Nur die Fingerspitzen von Torhüter Christian Mathenia und vor allem die Querlatte verhinderten beim Kniescheibenball von Felix Klaus Schlimmeres. Vorerst. Denn es dauerte nicht einmal 30 Sekunden, ehe weder Mathenia noch das Aluminium helfen konnten. Passend zum Tag bemühte Iver Fossum einen Sonntagsschuss aus 22 Metern – und plötzlich stand es 0:1. „Es ist schwer, wenn man immer einem Rückstand hinterherlaufen muss“, sagte später Hunt.

Dass es bei diesem Rückstand bis zur Pause blieb, lag vor allem am Aufreger des Spiels, der auch in den kommenden Tagen noch für ordentlichen Gesprächsstoff sorgen dürfte. Bereits in der Nachspielzeit der ersten Hälfte entschied sich Hannovers robuster Abwehrmann Salif Sané im eigenen Strafraum, zunächst Hamburgs Filip Kostic unsanft von den Beinen zu holen und erst dann den Ball zu spielen. „Da waren wir nicht gerade vom Glück begünstigt.

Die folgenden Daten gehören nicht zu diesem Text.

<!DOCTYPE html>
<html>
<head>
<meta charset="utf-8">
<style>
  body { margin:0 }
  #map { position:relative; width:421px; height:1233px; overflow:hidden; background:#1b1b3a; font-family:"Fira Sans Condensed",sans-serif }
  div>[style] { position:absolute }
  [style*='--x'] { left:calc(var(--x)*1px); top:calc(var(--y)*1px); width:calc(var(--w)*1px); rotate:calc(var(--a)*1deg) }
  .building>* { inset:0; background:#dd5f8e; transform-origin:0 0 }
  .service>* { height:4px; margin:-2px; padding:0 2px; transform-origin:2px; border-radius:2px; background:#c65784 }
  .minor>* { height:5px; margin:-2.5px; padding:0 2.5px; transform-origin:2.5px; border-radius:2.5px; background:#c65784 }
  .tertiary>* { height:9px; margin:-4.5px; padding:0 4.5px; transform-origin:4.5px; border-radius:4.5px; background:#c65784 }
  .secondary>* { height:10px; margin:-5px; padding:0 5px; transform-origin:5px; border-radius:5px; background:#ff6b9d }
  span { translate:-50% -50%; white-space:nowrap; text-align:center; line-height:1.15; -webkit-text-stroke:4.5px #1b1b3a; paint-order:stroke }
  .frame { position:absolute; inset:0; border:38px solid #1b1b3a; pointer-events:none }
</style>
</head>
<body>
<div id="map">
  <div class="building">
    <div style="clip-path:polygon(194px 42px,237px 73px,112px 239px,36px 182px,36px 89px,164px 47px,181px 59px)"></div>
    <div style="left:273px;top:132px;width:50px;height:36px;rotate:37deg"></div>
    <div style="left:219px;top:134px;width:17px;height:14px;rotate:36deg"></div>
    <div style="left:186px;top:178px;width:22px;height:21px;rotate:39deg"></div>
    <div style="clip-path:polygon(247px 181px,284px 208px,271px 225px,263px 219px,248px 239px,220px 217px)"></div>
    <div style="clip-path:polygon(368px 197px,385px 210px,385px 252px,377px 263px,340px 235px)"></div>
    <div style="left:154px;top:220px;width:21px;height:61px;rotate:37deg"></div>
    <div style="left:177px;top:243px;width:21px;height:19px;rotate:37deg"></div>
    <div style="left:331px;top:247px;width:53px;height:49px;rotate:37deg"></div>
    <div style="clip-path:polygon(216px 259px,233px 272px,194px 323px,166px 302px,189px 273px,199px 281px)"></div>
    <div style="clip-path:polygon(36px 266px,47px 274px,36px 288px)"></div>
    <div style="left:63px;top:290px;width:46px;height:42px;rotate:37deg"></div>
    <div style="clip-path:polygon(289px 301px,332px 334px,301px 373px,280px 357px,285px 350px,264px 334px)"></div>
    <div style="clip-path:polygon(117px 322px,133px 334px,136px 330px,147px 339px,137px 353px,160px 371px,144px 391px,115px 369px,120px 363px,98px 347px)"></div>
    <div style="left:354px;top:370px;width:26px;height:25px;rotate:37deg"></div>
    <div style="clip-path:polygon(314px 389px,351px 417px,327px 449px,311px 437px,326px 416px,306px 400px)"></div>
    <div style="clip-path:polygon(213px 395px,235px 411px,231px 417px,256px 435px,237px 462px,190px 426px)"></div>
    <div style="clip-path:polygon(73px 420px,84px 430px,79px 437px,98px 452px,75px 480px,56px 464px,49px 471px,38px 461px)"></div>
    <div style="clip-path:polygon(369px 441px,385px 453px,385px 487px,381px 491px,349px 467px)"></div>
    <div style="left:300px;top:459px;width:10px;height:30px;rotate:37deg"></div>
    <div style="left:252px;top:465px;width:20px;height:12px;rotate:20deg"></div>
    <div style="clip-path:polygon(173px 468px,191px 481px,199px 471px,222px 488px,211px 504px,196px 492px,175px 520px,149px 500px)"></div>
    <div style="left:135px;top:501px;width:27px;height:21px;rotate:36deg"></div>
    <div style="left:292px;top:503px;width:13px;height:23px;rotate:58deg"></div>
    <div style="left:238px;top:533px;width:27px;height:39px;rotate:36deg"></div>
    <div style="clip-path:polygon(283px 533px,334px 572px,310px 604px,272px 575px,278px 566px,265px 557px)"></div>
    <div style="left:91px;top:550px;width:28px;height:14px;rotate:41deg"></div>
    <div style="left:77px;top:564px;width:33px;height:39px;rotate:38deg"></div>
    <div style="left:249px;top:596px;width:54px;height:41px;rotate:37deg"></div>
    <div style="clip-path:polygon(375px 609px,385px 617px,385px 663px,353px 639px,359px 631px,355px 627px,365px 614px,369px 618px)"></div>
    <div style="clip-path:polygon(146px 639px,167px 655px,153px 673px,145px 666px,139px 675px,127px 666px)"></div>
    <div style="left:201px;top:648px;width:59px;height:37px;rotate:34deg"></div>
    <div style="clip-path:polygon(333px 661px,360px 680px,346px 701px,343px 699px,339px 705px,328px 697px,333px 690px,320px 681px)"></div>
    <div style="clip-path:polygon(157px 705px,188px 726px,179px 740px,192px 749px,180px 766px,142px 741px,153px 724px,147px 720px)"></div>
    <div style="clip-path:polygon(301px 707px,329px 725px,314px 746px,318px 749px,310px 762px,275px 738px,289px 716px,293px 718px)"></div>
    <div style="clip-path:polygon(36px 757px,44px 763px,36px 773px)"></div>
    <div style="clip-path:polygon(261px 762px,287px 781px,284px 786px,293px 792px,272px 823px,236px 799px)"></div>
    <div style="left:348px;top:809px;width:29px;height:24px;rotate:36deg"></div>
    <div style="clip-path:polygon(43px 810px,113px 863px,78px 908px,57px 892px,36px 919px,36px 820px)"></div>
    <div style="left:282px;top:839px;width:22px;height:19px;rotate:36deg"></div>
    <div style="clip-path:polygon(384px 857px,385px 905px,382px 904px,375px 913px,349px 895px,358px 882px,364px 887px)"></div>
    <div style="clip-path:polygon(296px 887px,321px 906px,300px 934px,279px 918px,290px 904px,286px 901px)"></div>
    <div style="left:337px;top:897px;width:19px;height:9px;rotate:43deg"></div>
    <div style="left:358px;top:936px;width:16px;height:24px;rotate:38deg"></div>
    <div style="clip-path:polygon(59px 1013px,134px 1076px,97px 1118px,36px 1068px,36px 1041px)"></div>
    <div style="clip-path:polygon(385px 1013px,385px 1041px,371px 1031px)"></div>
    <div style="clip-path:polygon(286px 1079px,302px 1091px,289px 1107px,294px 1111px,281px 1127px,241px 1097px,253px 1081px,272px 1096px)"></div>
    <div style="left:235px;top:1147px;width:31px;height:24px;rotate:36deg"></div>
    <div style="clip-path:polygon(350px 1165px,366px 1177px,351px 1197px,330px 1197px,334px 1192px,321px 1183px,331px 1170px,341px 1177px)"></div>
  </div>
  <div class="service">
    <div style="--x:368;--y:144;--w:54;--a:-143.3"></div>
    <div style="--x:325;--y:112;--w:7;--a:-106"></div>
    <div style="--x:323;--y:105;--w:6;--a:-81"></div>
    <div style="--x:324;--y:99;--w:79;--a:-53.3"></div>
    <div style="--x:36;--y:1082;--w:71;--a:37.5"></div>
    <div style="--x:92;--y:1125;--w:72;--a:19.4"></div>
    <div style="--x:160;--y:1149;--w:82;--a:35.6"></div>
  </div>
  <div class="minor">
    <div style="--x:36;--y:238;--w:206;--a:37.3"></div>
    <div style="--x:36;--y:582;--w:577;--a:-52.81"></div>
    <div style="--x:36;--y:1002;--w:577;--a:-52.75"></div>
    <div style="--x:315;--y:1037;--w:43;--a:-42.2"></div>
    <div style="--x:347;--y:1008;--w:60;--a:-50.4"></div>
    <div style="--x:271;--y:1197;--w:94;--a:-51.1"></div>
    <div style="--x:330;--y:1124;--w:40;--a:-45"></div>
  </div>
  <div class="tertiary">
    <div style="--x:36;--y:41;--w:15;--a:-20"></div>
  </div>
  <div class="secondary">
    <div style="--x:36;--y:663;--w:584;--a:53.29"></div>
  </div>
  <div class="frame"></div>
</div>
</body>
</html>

Für mich war das ein klarer Elfmeter“, sagte Hollerbach, dem auch ein Großteil der 46.016 Zuschauer zustimmte.

Nur Schiedsrichter Stegemann, der zuvor auch schon ein Handspiel von Pirmin Schwegler im Strafraum übersehen hatte, war anderer Meinung – und blieb auch dabei, nachdem er mit dem in Köln sitzenden Videorichter Jochen Drews das Wort zum Sonntag ausgetauscht hatte. „In der Halbzeit hat der Schiedsrichter zu uns gesagt, dass Sané klar den Ball gespielt habe“, sagte Hunt und schüttelte den Kopf.

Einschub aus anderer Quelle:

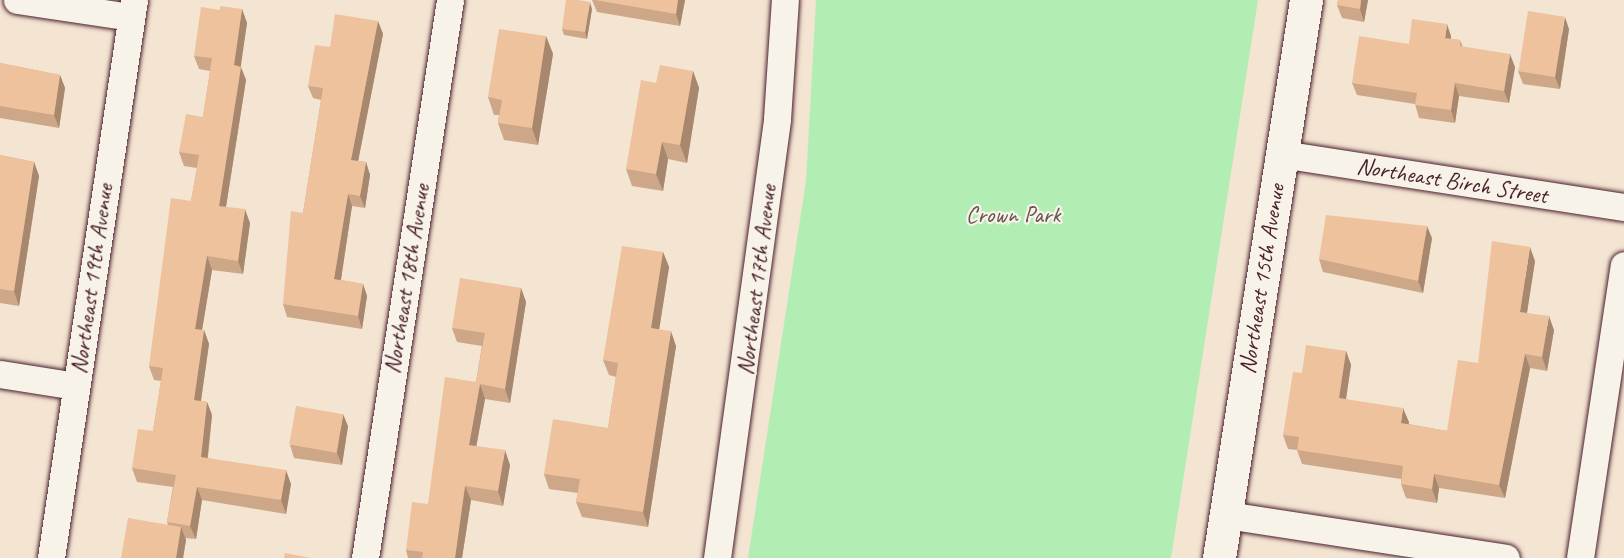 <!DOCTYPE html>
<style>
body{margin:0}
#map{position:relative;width:1624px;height:558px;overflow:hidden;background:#f4e4d2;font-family:Caveat,sans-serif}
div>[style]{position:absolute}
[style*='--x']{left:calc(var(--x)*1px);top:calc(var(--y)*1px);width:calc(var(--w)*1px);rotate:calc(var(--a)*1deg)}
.green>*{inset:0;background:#b2eeb3}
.roads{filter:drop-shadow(0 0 2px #4a1f2b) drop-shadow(0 0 2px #4a1f2b)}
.street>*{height:27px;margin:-13.5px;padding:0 13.5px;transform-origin:13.5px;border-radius:13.5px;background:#f7f3e8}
.secondary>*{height:33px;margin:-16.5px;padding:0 16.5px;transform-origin:16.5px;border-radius:16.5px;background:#f7f3e8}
.wall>*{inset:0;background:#cda787}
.shaded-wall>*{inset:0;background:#a7886e}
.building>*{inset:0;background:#eec29d;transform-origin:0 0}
span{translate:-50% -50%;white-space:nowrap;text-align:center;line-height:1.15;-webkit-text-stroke:4.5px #f7f3e8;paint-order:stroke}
.street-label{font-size:24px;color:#4a1f2b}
.park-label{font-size:24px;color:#64534d}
</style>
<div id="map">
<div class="green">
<div style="clip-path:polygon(816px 0,1258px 0,1171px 558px,748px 558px,806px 181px)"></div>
</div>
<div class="roads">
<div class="street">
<div style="--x:17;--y:0;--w:115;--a:8.5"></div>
<div style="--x:1281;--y:154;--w:347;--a:8.8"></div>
<div style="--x:0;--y:374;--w:77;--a:9"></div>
<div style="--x:1226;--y:515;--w:283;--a:8.7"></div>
<div style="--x:51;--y:558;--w:564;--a:-81.54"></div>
<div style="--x:365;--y:558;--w:564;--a:-81.34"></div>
<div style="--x:717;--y:558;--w:443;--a:-82.2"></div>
<div style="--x:777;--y:119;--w:119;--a:-86.2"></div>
<div style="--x:1580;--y:558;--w:296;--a:-81.5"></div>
</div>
<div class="secondary">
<div style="--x:1219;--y:558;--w:565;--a:-81.14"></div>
</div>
</div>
<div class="wall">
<div style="clip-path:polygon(592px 0,685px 0,680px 26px,597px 12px)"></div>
<div style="clip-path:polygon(1338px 0,1368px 0,1364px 22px,1342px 18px,1337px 5px)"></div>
<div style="clip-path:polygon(242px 9px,247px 23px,240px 66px,246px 80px,226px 207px,250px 223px,243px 274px,212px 270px,202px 330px,204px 330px,209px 344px,201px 401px,207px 402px,212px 415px,208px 458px,291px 484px,286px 514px,202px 500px,196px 539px,185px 538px,186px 540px,183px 558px,121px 558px,168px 525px,167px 522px,173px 487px,137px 482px,132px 468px,153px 431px,161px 381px,154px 380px,149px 366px,191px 201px,197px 168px,184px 166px,179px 152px,203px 117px,210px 71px,199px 69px,194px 56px,220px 10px)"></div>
<div style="clip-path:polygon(592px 9px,587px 39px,564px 35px,562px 29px)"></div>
<div style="clip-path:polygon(378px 21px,383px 34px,358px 161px,366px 162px,370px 175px,365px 208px,352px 206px,341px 280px,363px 284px,367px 296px,362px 329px,287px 317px,283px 304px,303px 213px,321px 100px,313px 98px,308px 86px,330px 47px)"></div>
<div style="clip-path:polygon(1569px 29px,1560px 89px,1523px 84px,1518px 71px)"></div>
<div style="clip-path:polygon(546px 36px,553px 54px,538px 145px,504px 140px,498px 123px,499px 115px,494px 115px,488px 97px)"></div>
<div style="clip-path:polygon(1451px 36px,1451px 39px,1460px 40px,1463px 47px,1515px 67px,1509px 103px,1459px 96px,1455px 123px,1419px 118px,1415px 104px,1357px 95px,1352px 83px)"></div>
<div style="clip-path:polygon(0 63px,60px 75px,65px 88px,59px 128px,0 118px)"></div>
<div style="clip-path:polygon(693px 71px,699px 88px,687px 163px,668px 159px,663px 191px,632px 186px,626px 169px,656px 83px)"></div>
<div style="clip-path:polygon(0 155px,34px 162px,39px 176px,19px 306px,0 303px)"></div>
<div style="clip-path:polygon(1432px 238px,1423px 293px,1323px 272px,1319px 259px)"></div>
<div style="clip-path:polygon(663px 252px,669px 267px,659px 330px,676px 346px,648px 527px,582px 517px,576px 502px,578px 493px,549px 489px,544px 474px,608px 428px,616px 377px,609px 375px,603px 360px)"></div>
<div style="clip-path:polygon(1535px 261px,1527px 313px,1554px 330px,1547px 371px,1530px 368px,1505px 498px,1439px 488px,1437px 503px,1406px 498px,1401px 484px,1401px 479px,1302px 464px,1297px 450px,1288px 449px,1283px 435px,1302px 373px,1346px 351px,1351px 365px,1346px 399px,1409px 422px,1408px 424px,1447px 431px,1478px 363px)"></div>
<div style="clip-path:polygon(521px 288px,526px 302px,510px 403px,485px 399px,476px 446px,510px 465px,503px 506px,471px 500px,462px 558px,408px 558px,406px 550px,428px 504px,476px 382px,482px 346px,457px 342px,452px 328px)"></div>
<div style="clip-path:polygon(348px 426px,342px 465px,294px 458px,290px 445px)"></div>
</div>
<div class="shaded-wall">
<div style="clip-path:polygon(678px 0,685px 0,680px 26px,676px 14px)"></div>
<div style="clip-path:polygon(1361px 0,1368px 0,1364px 22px,1360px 9px)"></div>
<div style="clip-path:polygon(590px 2px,592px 9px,587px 39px,585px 32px)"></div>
<div style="clip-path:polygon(242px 9px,247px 23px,239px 79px,234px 65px)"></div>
<div style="clip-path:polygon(1565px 17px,1569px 29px,1560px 89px,1555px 77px)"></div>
<div style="clip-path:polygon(378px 21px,383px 34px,356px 172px,351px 160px)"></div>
<div style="clip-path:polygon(1447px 24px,1451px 36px,1450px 51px,1445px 38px)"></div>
<div style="clip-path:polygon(546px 36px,553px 54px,538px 145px,532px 128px)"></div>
<div style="clip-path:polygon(1510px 54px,1515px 67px,1509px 103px,1504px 91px)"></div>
<div style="clip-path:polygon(241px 67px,246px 80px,224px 219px,219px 206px)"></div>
<div style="clip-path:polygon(693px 71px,699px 88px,687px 163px,680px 145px)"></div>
<div style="clip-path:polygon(60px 75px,65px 88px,59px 128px,54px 115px)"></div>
<div style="clip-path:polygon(1455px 83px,1459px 96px,1455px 123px,1451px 110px)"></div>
<div style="clip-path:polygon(662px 142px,668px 159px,663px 191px,656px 174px)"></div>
<div style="clip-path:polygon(34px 162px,39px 176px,19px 306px,14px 291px)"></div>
<div style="clip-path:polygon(366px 162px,370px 175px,365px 208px,360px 196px)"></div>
<div style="clip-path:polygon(348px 194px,352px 206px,339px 292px,334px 279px)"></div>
<div style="clip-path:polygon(245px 209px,250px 223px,243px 274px,238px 261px)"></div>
<div style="clip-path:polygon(1427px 226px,1432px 238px,1423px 293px,1418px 281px)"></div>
<div style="clip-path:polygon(1530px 247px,1535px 261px,1525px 325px,1520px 312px)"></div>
<div style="clip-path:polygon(663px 252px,669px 267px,657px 343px,651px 328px)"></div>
<div style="clip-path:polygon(207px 256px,212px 270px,200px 342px,195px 329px)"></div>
<div style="clip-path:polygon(363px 284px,367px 296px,362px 329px,358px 316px)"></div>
<div style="clip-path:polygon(521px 288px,526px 302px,510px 403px,505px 389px)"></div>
<div style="clip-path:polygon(1549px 316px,1554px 330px,1547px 371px,1542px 357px)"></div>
<div style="clip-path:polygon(204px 330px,209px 344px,199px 414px,194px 400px)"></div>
<div style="clip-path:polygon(671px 331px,676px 346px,648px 527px,643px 512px)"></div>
<div style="clip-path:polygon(1346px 351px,1351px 365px,1344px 412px,1339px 398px)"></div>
<div style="clip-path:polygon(1525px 354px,1530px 368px,1505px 498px,1499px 485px)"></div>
<div style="clip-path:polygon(480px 384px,485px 399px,474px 459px,469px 445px)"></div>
<div style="clip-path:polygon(207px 402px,212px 415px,206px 471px,201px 457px)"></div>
<div style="clip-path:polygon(1403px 408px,1409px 422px,1406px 437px,1401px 423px)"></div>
<div style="clip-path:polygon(343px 414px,348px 426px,342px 465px,337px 453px)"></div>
<div style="clip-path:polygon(505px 450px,510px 465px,503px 506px,498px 491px)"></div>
<div style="clip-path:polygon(286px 470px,291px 484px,286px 514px,281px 500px)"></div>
<div style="clip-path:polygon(1434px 474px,1439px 488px,1437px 503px,1432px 489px)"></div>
<div style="clip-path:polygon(465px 486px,471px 500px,462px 558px,455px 558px)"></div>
<div style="clip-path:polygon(197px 487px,202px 500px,196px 539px,190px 526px)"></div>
<div style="clip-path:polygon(181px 527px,186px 540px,183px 558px,176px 558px)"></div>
</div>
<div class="building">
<div style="clip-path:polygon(566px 0,578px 0,590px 2px,585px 32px,562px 29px)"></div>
<div style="clip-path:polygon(595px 0,678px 0,676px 14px)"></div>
<div style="clip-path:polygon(1338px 0,1361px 0,1360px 9px,1337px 5px)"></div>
<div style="clip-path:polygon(220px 6px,242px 9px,234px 65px,241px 67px,219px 206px,245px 209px,238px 261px,207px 256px,195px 329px,204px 330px,194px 400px,207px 402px,201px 457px,286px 470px,281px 500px,197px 487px,190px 526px,167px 522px,176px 475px,132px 468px,138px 429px,153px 431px,163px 368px,149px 366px,171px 198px,191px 201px,199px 155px,179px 152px,186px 114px,203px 117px,212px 58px,194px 56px,201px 7px,220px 10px)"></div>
<div style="left:1528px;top:11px;width:37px;height:61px;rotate:9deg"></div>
<div style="clip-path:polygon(335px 14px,378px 21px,351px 160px,366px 162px,360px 196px,348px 194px,334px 279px,363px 284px,358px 316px,283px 304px,291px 211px,303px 213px,323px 88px,308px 86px,315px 45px,330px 47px)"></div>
<div style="clip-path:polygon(1412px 19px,1447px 24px,1445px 38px,1460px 40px,1460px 46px,1510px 54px,1504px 91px,1455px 83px,1451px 110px,1415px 105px,1417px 93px,1352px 83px,1359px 36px,1409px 44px)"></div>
<div style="clip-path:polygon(499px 29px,546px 36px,532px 128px,498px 123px,502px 100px,488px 97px)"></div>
<div style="clip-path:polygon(0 63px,60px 75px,54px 115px,0 106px)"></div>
<div style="clip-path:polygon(660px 65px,693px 71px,680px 145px,662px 142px,656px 174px,626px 169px,641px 80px,656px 83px)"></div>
<div style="clip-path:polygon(0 155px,34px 162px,14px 291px,0 289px)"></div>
<div style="clip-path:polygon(1326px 215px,1427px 226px,1418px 281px,1319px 259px)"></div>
<div style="clip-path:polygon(1492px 241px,1530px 247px,1520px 312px,1549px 316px,1542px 357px,1525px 354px,1499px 485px,1434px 474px,1432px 489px,1401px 484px,1403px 466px,1297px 450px,1299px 437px,1283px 435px,1293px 372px,1302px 373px,1306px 345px,1346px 351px,1339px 398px,1403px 408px,1401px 423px,1447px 431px,1458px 360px,1478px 363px)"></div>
<div style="clip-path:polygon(622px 246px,663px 252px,651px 328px,671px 331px,643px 512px,576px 502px,580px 479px,544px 474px,553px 419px,608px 428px,618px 363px,603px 360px)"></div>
<div style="clip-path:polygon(460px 278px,521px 288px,505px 389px,480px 384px,469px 445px,505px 450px,498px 491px,465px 486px,455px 558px,458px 558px,422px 558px,423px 552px,406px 550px,412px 502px,428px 504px,445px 377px,476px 382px,485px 333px,452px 328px)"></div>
<div style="left:296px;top:406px;width:48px;height:39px;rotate:10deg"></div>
<div style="clip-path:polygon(128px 518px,181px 527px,176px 558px,121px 558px)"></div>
<div style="clip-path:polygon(285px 553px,311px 558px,284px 558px)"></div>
</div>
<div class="street-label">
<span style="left:1452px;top:181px;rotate:9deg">Northeast Birch Street</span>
<span style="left:92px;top:279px;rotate:-82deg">Northeast 19th Avenue</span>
<span style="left:407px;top:279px;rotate:-81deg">Northeast 18th Avenue</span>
<span style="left:1262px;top:279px;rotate:-81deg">Northeast 15th Avenue</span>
<span style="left:757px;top:280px;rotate:-83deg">Northeast 17th Avenue</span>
</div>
<div class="park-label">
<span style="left:1013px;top:215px">Crown Park</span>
</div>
</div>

Nun ja. Dass man am Ende dann aber doch nicht von einem aus Hamburger Sicht komplett gebrauchten Sonntag sprechen konnte, lag vor allem an zwei Szenen in der zweiten Halbzeit. Zu Anfang des zweiten Durchgangs verpasste zunächst Ihlas Bebou den endgültigen Knockout (51.), was sich nach allgemein gültigen Fußball-Floskelregeln kurz vor Schluss rächen sollte: Der eingewechselte Sejad Salihovic flankte, der begnadigte Walace verlängerte, und Torjäger Filip Kostic traf (86.). Jubel, Trubel, Heiterkeit – ehe sich doch kurz nach dem Schlusspfiff allgemeine Ernüchterung breitmachte. „Einerseits fehlt uns momentan das Selbstvertrauen und die Leichtigkeit“, analysierte Trainer Hollerbach, „andererseits haben wir uns in das Spiel noch einmal reingebissen.“

An der Hamburger Einerseits-andererseits-Stimmung konnte auch der späte Platzverweis von Kyriakos Papadopoulos nichts ändern, der Sekunden vor Schluss mit Gelb-Rot vom Platz musste. „Natürlich wird er uns in der kommenden Woche in Dortmund fehlen“, sagte Hollerbach. „Aber irgendetwas werden wir uns schon einfallen lassen.“ Irgendwas also. Doch irgendwann, irgendwie, irgendwo muss der HSV auch mal wieder siegen. Vor allem dann auch mal wieder im Volkspark, wo der Club in elf Spielen gerade mal zwölf Punkte ergattern konnte. Denn sonst wird es bald ganz und gar still in Hamburg.